* _INPUT RECORDS_
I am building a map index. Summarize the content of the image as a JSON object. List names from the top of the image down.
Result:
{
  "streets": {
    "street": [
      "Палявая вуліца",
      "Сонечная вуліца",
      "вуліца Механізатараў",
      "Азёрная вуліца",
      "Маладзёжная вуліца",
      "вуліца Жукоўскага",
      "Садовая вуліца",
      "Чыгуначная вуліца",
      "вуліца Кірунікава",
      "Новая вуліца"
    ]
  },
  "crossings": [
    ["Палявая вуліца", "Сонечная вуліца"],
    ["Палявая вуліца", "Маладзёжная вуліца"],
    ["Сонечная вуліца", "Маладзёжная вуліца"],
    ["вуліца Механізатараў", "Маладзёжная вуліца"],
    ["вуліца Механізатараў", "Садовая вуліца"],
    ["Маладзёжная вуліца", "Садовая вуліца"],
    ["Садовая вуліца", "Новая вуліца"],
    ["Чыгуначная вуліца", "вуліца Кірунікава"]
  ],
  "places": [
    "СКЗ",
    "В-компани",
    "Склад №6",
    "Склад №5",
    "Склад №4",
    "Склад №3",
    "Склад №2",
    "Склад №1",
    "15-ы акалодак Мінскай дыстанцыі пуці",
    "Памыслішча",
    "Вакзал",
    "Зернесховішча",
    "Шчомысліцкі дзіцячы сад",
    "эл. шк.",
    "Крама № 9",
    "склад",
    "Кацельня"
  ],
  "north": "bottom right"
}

==

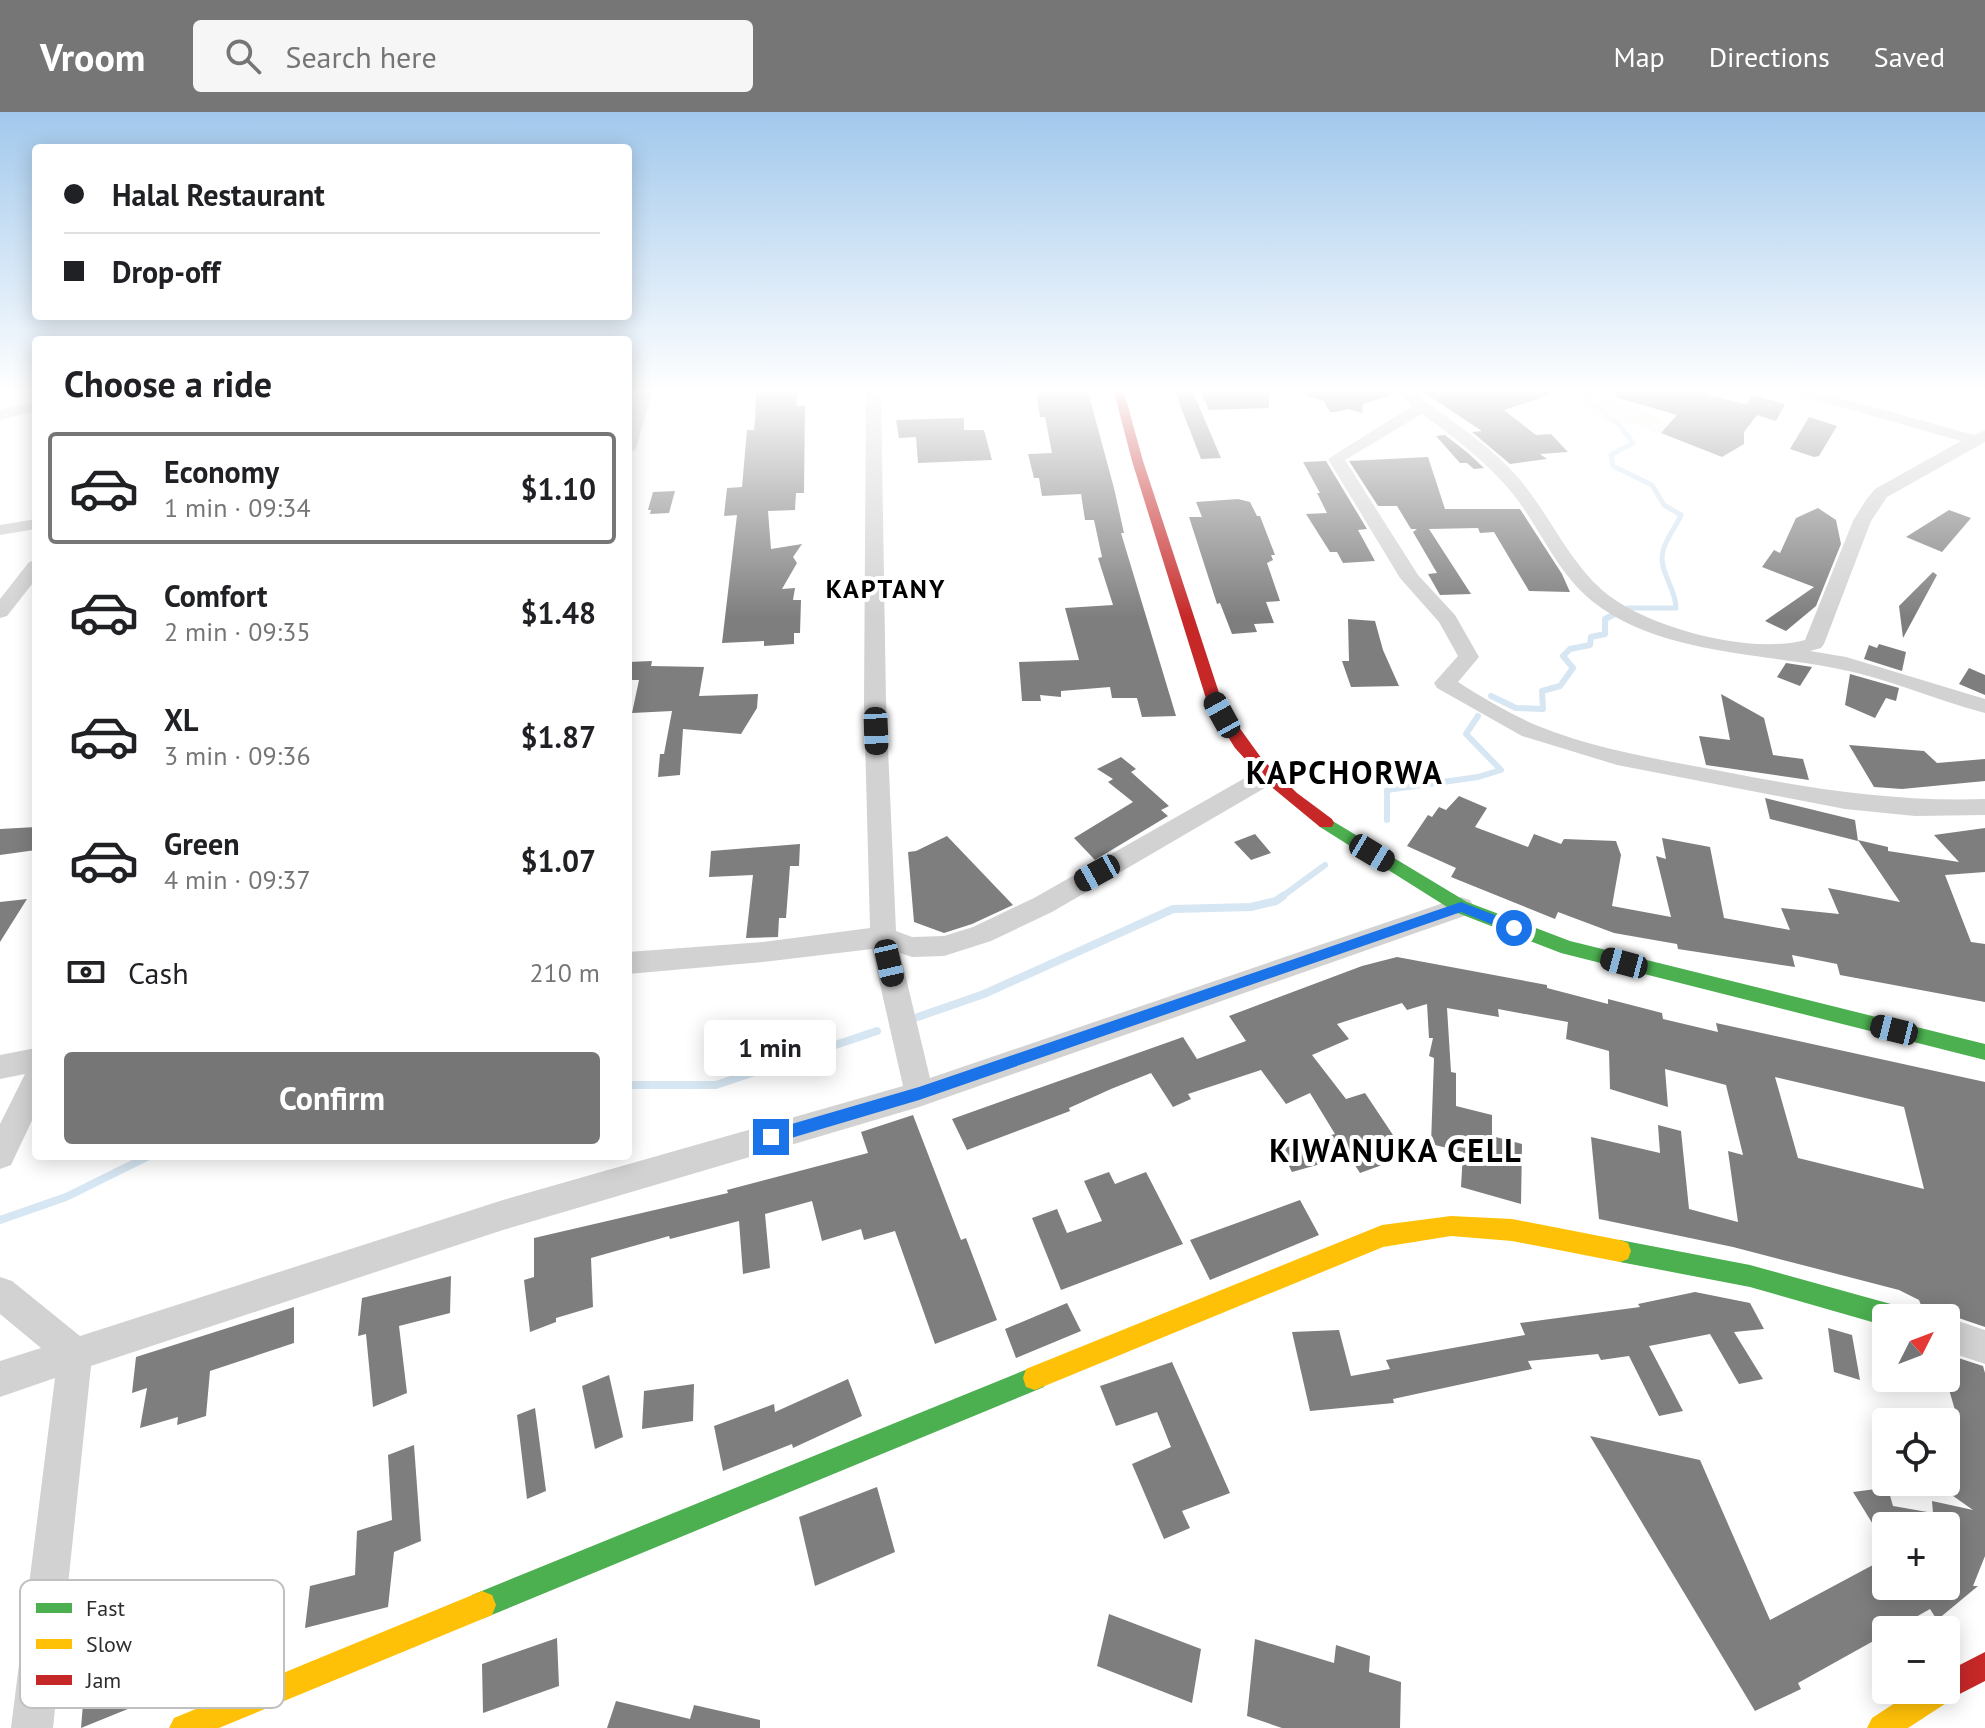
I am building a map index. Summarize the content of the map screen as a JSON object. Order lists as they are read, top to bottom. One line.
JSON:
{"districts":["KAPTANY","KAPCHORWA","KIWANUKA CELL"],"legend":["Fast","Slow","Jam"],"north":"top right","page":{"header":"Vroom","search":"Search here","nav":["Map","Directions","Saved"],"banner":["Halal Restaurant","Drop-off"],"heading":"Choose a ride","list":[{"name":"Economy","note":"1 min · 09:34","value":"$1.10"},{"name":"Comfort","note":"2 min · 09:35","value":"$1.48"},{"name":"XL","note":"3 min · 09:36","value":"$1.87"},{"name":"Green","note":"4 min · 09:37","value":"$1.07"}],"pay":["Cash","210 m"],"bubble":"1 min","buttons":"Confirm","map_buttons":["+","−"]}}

* _EXERCISE DETAILS_
If a line in the records has the word "content", copy that line.

* _OUTPUT FOR THIS EXERCISE_
I am building a map index. Summarize the content of the image as a JSON object. List names from the top of the image down.
I am building a map index. Summarize the content of the map screen as a JSON object. Order lists as they are read, top to bottom. One line.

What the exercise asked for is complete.